(Work to be completed)
Each line of the records below that includes "Navi" adds one to the count; state the final count by itself.

Dataset entries:
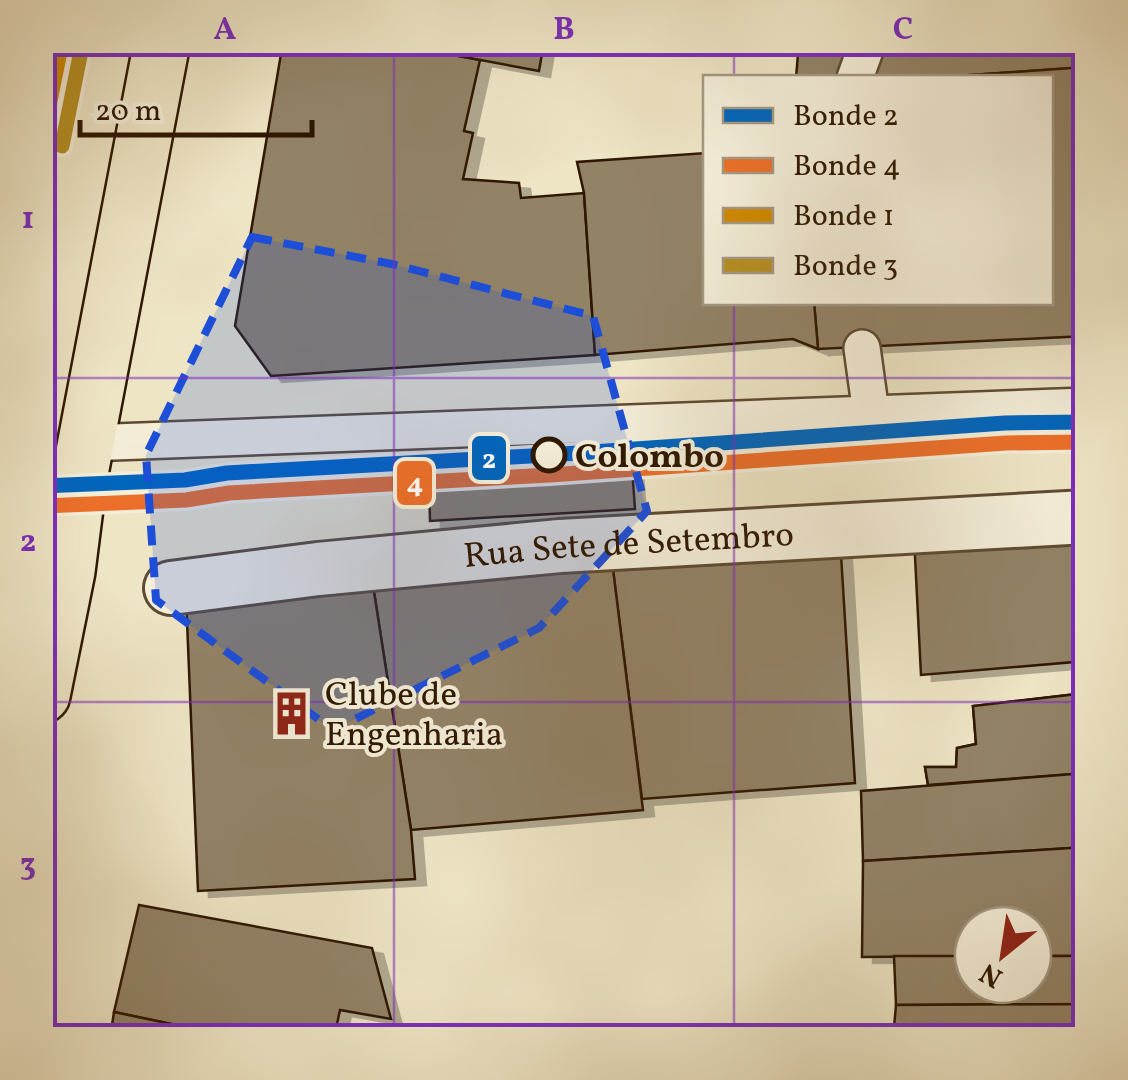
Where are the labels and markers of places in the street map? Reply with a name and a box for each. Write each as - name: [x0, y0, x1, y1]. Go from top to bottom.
- place label: Colombo: [575, 434, 724, 482]
- marker: Colombo: [532, 438, 566, 472]
- place label: Clube de Engenharia: [325, 672, 503, 760]
- building icon: Clube de Engenharia: [268, 689, 316, 737]

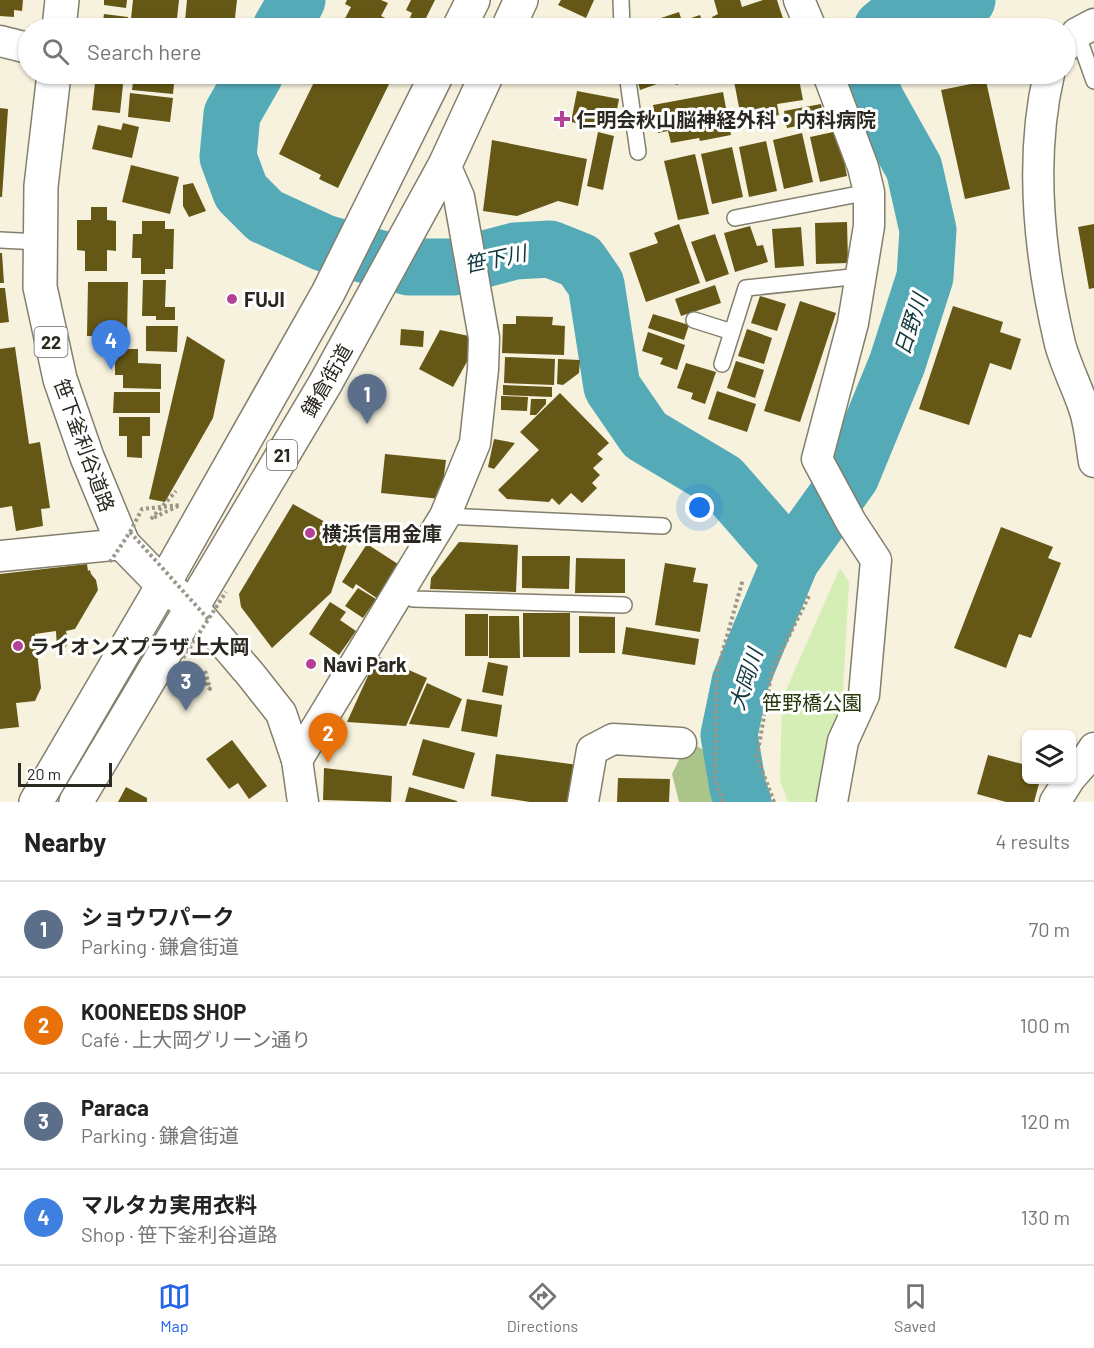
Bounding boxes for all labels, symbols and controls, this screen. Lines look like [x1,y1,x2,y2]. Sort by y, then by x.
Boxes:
search box [18,18,1076,84]
icon: search [39,35,72,68]
text: Search here [87,38,201,64]
place label: 仁明会秋山脳神経外科・内科病院 [576,107,876,131]
marker: 仁明会秋山脳神経外科・内科病院 [553,110,571,128]
water label: 笹下川 [462,239,530,277]
place label: FUJI [244,287,285,311]
water label: 日野川 [888,288,932,358]
marker: FUJI [225,292,239,306]
pin: 4 [92,320,130,370]
road number: 22 [34,327,68,357]
street label: 鎌倉街道 [296,339,356,421]
pin: 1 [348,374,386,424]
street label: 笹下釜利谷道路 [50,375,120,515]
road number: 21 [267,440,297,470]
your location [685,493,714,522]
place label: 横浜信用金庫 [322,521,442,545]
marker: 横浜信用金庫 [303,526,317,540]
place label: ライオンズプラザ上大岡 [30,634,250,658]
marker: ライオンズプラザ上大岡 [11,639,25,653]
water label: 大岡川 [723,643,767,713]
place label: Navi Park [323,652,407,676]
marker: Navi Park [304,657,318,671]
pin: 3 [166,662,206,711]
park label: 笹野橋公園 [762,690,862,714]
pin: 2 [308,714,348,763]
map controls [1022,730,1076,784]
button: layers [1022,730,1076,784]
scale bar [18,760,112,788]
text: 20 m [27,764,61,783]
text: Nearby [24,826,106,857]
text: 4 results [995,829,1070,853]
text: ショウワパーク [81,903,235,929]
text: 1 [40,917,47,941]
text: 70 m [1029,917,1070,941]
text: Parking · 鎌倉街道 [81,934,239,958]
text: KOONEEDS SHOP [81,998,246,1024]
text: 2 [38,1013,49,1037]
text: 100 m [1020,1013,1070,1037]
text: Café · 上大岡グリーン通り [81,1027,311,1051]
text: Paraca [81,1094,149,1120]
text: 3 [38,1109,49,1133]
text: 120 m [1020,1109,1070,1133]
text: Parking · 鎌倉街道 [81,1123,239,1147]
text: マルタカ実用衣料 [81,1191,257,1217]
text: 4 [37,1205,50,1229]
text: 130 m [1021,1205,1070,1229]
text: Shop · 笹下釜利谷道路 [81,1222,277,1246]
tab: Map [158,1280,191,1335]
tab: Directions [507,1280,578,1335]
tab: Saved [894,1280,936,1335]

(Answer to this exercise)
2